UNIX for Beginners Q & A
1

Hello Guys,

I am trying to find the difference between two dates & need to assign that value in a variable for further code. I am able to find the difference but have some issues with it.

  1. Value is coming in decimal point ( 82.95833333333333333333 ) which should be actually 83 days
  2. I am able to print the difference with echo command but when I assign it to some variable it fails.

Can someone please take a look at it & help to sort out ? below is the code I am using now :

Code:

Date1=2020-05-26
Date2=2020-03-04

echo "`date -d $expdate +%s` - `date -d $today +%s`)/(24*3600)" |bc -l

If I try to store a value in a variable called Diff="`date -d $expdate +%s` - `date -d $today +%s`)/(24*3600)" |bc -l
it fails.

2

Hi
How about install dateutils ?

datediff 2020-03-04 2020-05-26
83
2 Likes
3

I recommend to use awk instead of bc to calculate here, because bc displays floating point numbers <1 without a leading zero.

So your command ...

echo "`date -d $expdate +%s` - `date -d $today +%s`)/(24*3600)" |bc -l

becomes ...

awk -vd1="$(date -d "$expdate" +%s)" -vd2="$(date -d "$today" +%s)" '  'BEGIN { printf "%.0f\n",(d1-d2)/(24*3600) }'

I generally recommend $(...) instead of `...` for command substitution since different single quotes can be easily mixed up and easy nesting is only possible with the braces.

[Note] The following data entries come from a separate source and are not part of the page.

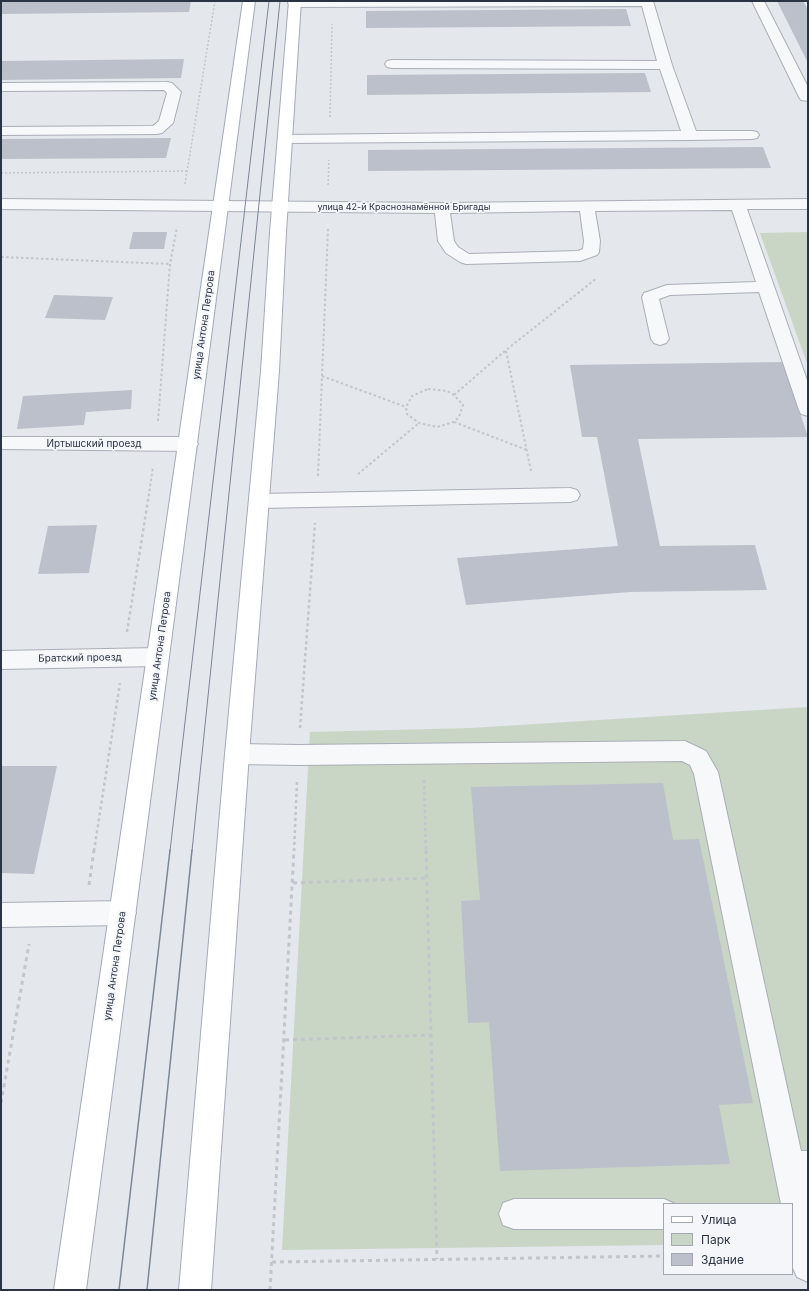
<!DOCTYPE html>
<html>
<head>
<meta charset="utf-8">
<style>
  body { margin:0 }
  #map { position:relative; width:809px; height:1291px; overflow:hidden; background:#e4e7ec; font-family:Inter,sans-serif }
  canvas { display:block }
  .frame { position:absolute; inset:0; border:2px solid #2b3445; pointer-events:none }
  .legend { position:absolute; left:663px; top:1203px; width:130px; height:72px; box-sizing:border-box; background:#f4f6f9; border:1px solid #a4a8b1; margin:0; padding:5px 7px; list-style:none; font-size:12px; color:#2b3445 }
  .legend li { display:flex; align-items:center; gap:8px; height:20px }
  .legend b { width:20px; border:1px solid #a4a8b1 }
</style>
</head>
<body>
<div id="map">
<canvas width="809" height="1291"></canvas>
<div class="frame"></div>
<ul class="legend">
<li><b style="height:5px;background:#fff"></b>Улица</li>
<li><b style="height:11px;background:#c9d6c5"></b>Парк</li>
<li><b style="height:11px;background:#bbc0ca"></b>Здание</li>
</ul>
</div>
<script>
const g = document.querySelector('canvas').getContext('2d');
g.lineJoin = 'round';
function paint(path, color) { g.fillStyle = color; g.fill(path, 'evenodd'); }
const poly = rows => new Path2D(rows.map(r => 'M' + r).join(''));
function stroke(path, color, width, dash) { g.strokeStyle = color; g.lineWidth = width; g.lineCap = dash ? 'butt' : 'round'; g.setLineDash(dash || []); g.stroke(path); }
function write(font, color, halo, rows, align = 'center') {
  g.font = font + ' Inter,sans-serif'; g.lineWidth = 3.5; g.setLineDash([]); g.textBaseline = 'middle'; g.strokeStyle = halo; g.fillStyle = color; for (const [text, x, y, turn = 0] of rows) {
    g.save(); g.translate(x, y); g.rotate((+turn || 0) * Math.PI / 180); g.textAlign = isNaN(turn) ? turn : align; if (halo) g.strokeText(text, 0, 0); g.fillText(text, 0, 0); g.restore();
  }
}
const green = poly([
  [808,232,808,366,760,233],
  [808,707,808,1242,792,1204,664,1204,664,1245,282,1250,310,732,471,728]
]);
const building = poly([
  [1,1,191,1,189,12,1,14],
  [777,1,803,1,808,10,808,63],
  [626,9,631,26,366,28,366,11],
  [184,59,181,78,1,80,1,61],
  [645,73,651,92,367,95,367,75],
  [171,138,166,158,1,159,1,139],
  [763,147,771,168,368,171,368,150],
  [133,232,167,232,164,249,129,249],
  [54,295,113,297,105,320,45,318],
  [783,362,808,437,638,439,660,546,755,545,767,590,630,592,466,605,457,558,618,546,597,437,582,437,570,365],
  [132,390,131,409,86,412,84,425,17,429,23,396],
  [97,525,89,573,38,574,48,526],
  [1,766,57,766,34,874,1,873],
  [663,783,673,840,699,839,753,1103,719,1105,730,1164,500,1171,489,1022,468,1023,461,901,480,900,471,787]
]);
const pathFar3 = poly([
  [330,117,332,24],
  [1,173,187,171],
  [185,184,215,1],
  [328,185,329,160]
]);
const pathFar2 = poly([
  [1,257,170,264],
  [506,351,531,471],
  [322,376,406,407],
  [428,389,447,391,454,395,463,405,459,417,454,422,437,427,419,423,407,414,406,407,412,396,428,389],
  [454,395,506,350,597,278],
  [158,421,170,264,177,227],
  [454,422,527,450],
  [358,474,419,423],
  [318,476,328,229],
  [148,501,153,467]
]);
const pathFar1 = poly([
  [127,632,148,500],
  [300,728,315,523],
  [424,780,426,851],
  [94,851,120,683],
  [294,851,297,782]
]);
const path = poly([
  [426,850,437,1259],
  [293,883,427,878],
  [89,885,94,850],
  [285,1040,432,1035],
  [1,1103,29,944],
  [272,1262,664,1256],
  [270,1290,294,850]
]);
const minor = poly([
  [289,1,653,1,672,65,696,131,752,131,757,132,759,135,757,138,752,139,690,140,286,143,281,142,279,139,281,136,286,135,681,131,660,69,392,68,387,67,385,64,387,61,392,60,657,61,642,6,294,7,290,6,288,3,289,1],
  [752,1,764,1,808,87,808,101,801,100,799,97,752,1],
  [167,82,172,83,181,92,173,123,162,133,157,134,1,135,1,127,153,126,159,121,167,93,164,90,1,91,1,83,167,82],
  [1,199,442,203,808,199,808,209,747,209,808,383,808,416,801,414,799,410,759,292,670,295,659,299,669,339,666,343,660,345,654,343,651,339,642,297,644,293,667,285,756,282,732,210,595,211,600,241,599,252,597,255,580,261,466,264,460,262,446,253,438,241,435,213,1,209,1,199],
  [580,211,584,241,583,249,578,251,469,254,458,247,454,241,450,213,580,211],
  [1,437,188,437,195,439,198,444,195,449,188,451,1,449,1,437],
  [570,488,577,490,580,495,577,500,570,502,259,508,252,506,249,501,252,496,259,494,570,488],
  [158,648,166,651,169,657,166,663,158,666,1,669,1,651,158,648],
  [685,741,706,751,718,772,801,1151,808,1151,808,1181,807,1181,808,1187,808,1282,797,1277,792,1266,792,1204,781,1204,694,774,690,765,682,761,298,765,237,764,229,761,225,754,229,747,237,744,298,745,685,741],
  [123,901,132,905,136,913,132,921,123,925,1,927,1,903,123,901],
  [514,1199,664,1199,675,1204,664,1204,664,1229,514,1229,503,1225,499,1214,503,1203,514,1199]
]);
const major = poly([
  [243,1,255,1,86,1290,54,1290,243,1],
  [289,1,301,1,286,232,279,371,249,754,211,1290,179,1290,225,754,261,371,270,232,289,1]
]);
const tramFar1 = poly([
  [170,851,269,1],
  [192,851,280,1]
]);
const tram = poly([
  [119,1290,170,850],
  [147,1290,192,850]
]);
const farStreetnames = [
  ["улица 42-й Краснознамённой Бригады",404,207]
];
const streetNames = [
  ["улица Антона Петрова",204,325,-82],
  ["Иртышский проезд",94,444],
  ["улица Антона Петрова",160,646,-82],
  ["Братский проезд",80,658,-1],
  ["улица Антона Петрова",115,966,-82]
];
paint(green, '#c9d6c5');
paint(building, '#bbc0ca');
stroke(minor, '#a9aeb7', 2);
stroke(major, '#a3abb8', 2);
stroke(pathFar3, '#c2c5cb', 1.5, [2, 2]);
stroke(pathFar2, '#c2c5cb', 2, [2.5, 2.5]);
stroke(pathFar1, '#c2c5cb', 2.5, [3, 3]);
stroke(path, '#c2c5cb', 3, [4, 4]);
paint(minor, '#f7f8fa');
paint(major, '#fff');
stroke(tramFar1, '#7d8696', 1);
stroke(tram, '#7d8696', 1.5);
write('9px', '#2b3445', '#f4f6f9', farStreetnames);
write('10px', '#2b3445', '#f4f6f9', streetNames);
</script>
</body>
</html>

Note especially the printf command within awk. It accomplishes the rounding.

To get it into a variable you have to use another command substitution:

varname="$( ... command ... )"
4

How about

printf "%s\n" $(( ($(printf "%d\n" ${Date1//-} ${Date2//-} | date -f-  +"%s-") 0+43200) / 86400 ))
83
5

Thanks RudiC,

It works & gives correct value as well.